William James would have supported this view since he did believe it was entirely possible to analyse such accounts …..

Omniscience question from Jan 2010 – with mark scheme

Critically assess the philosophical problems raised by the belief that God is Omniscient. [35]
AO1
Candidates may begin by placing this particular aspect of beliefs about God within the general discussion about God’s attributes, briefly discussing the context of believing in a God who is Omniscient, omnipotent and omnipresent.
They may then go on to explore the meaning of omniscience, discussing what it might mean to know everything, possibly unpacking the biblical notion of God being intimately involved throughout His creation, having limitless knowledge of all that exists within and because of his creative act.
Credit may be given to those candidates who use this question to discuss the problem of evil provided their discussion is put forward in the context of ‘omniscience’ and is not just a general problem of evil response.
They may then raise questions form a number of philosophical positions; for example the may discuss the status of future knowledge within this understanding of God’s attributes. Some may make use of their knowledge of Boethius and talk of Gods knowledge not being future but being eternally present.
Others may raise question of what it might mean for humans to be genuinely free in a philosophical sense if God knows all we are doing and all that we will do.
AO2
Some candidates may evaluate this concept by exploring what kind of knowledge God can be said to have; unpacking some of the philosophical ideas present in any discussion of God’s knowledge such as the idea of knowing eternally.
Others may look at the idea that if God knows how we will behave in any given situation and that he does not stop us from acting immorally should he not in fact be held at least partly responsible for our actions.
This may lead some to assess the extent to which believers can hold the view that they are free agent before God as some would argue that god’s foreknowledge holds within it aspects of predestination.
Any valid and relevant approach should be given credit provided the assessments are justified and not just asserted.

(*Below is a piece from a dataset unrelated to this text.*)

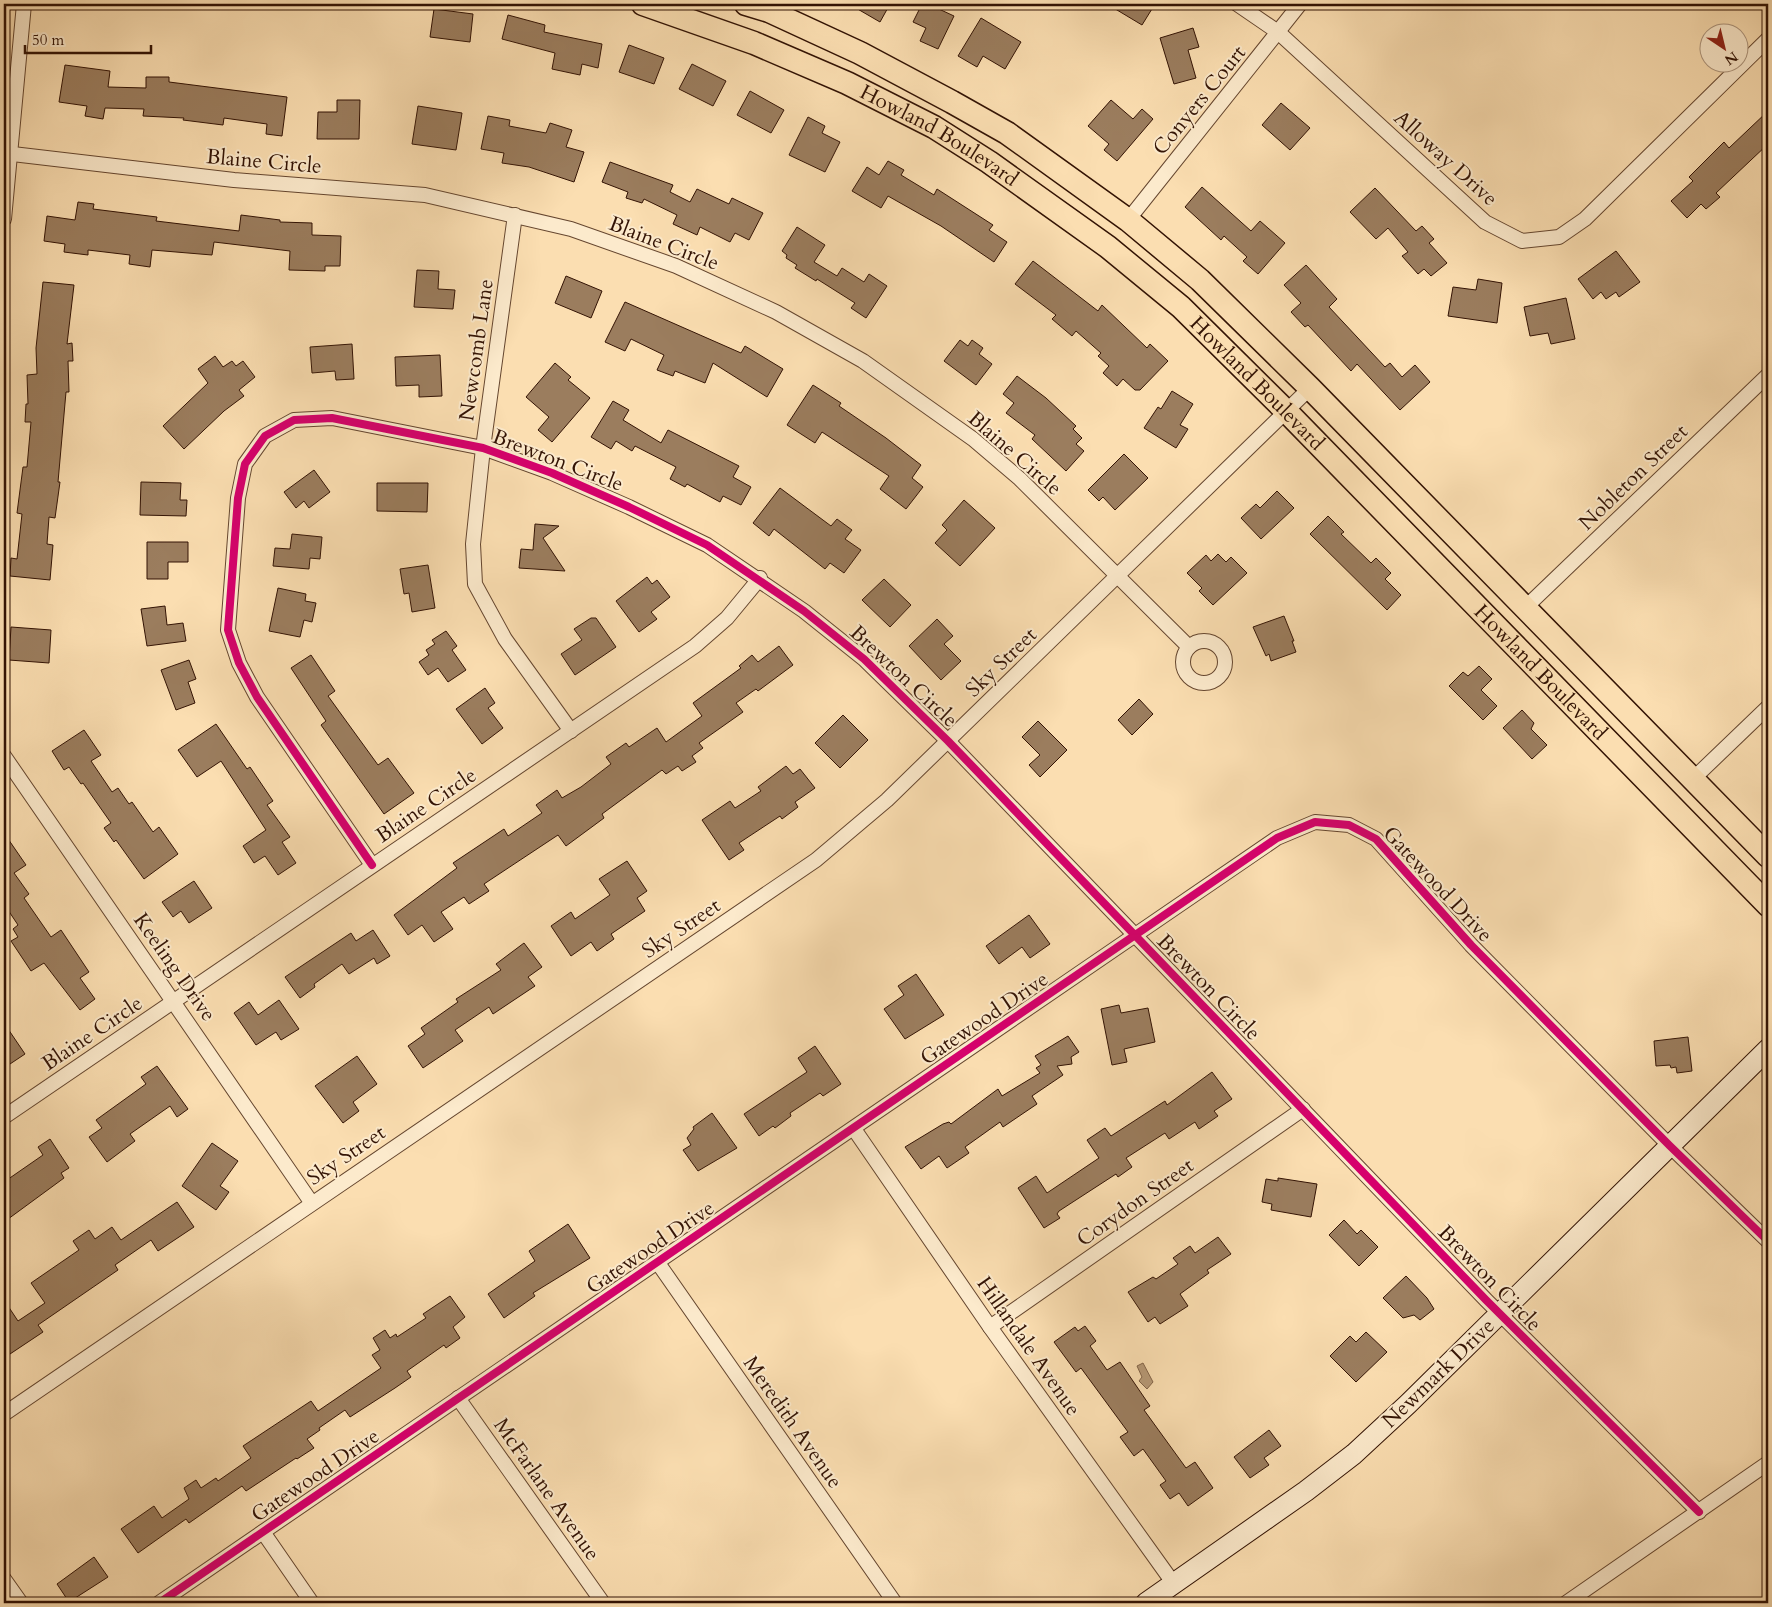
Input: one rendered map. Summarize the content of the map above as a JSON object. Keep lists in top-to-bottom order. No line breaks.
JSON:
{"streets":{"main road":["Howland Boulevard"],"street":["Conyers Court","Alloway Drive","Blaine Circle","Newcomb Lane","Brewton Circle","Nobleton Street","Sky Street","Gatewood Drive","Keeling Drive","Corydon Street","Hillandale Avenue","Newmark Drive","Meredith Avenue","McFarlane Avenue"]},"crossings":[["Conyers Court","Howland Boulevard"],["Conyers Court","Alloway Drive"],["Howland Boulevard","Nobleton Street"],["Howland Boulevard","Sky Street"],["Blaine Circle","Newcomb Lane"],["Blaine Circle","Brewton Circle"],["Blaine Circle","Sky Street"],["Blaine Circle","Keeling Drive"],["Newcomb Lane","Brewton Circle"],["Brewton Circle","Sky Street"],["Brewton Circle","Gatewood Drive"],["Brewton Circle","Corydon Street"],["Brewton Circle","Newmark Drive"],["Sky Street","Keeling Drive"],["Gatewood Drive","Hillandale Avenue"],["Gatewood Drive","Newmark Drive"],["Gatewood Drive","Meredith Avenue"],["Gatewood Drive","McFarlane Avenue"],["Corydon Street","Hillandale Avenue"],["Hillandale Avenue","Newmark Drive"]],"scale_bar":"50 m","north":"bottom right"}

Tillich Jan 2010 question and mark scheme

Critically assess the views of Paul Tillich on religious language. [35]
AO1
Candidates may begin their responses by explaining what is generally understood by the nature and problems associated with religious language. Some may take the opportunity to try writing their ‘religious language’ essay which could focus too much on verification or falsification or even analogy. However to gain more than a general topic grade the bulk of the essay must address the views of Paul Tillich.
Candidates are likely to recognise that Tillich’s main contribution to the debates in this area was to develop our understanding of the use of symbols when trying to describe God.
Their explanations are likely to explore his belief that it is religious symbols which communicate the most significant beliefs and values of humanity. He would argue that when trying to put difficult concepts into words we are most successful when we use symbols. However it is important to keep in mind that the meaning attached to symbols is culturally dependant.
Tillich also recognised that the meaning of symbols can change over time and even be lost entirely. Candidates may explain that in searching for understanding different generations may interpret the same symbols in different way. The genesis myths for example may still be held by creationist to be literal in some sense while most would agree that the myths have symbolic content but no place in history.
AO2
In critically assessing these views candidates may argue that Tilloch was successful in using symbols to further the ability of religious language to express religious beliefs meaningfully and point to the use of symbols in religions they know; water in Christian baptism or the Stupa in Buddhism.
Alternatively they may use their knowledge of the scholars such as those in the Vienna Circle to assess Tillich’s work as pointless arguing that all attempts at religious discussion is by its nature meaningless.
As with the AO1 though, whichever route they take, it is important that they address the central issue of the question and not just fit a general religious language response into a Tillich first and last paragraph.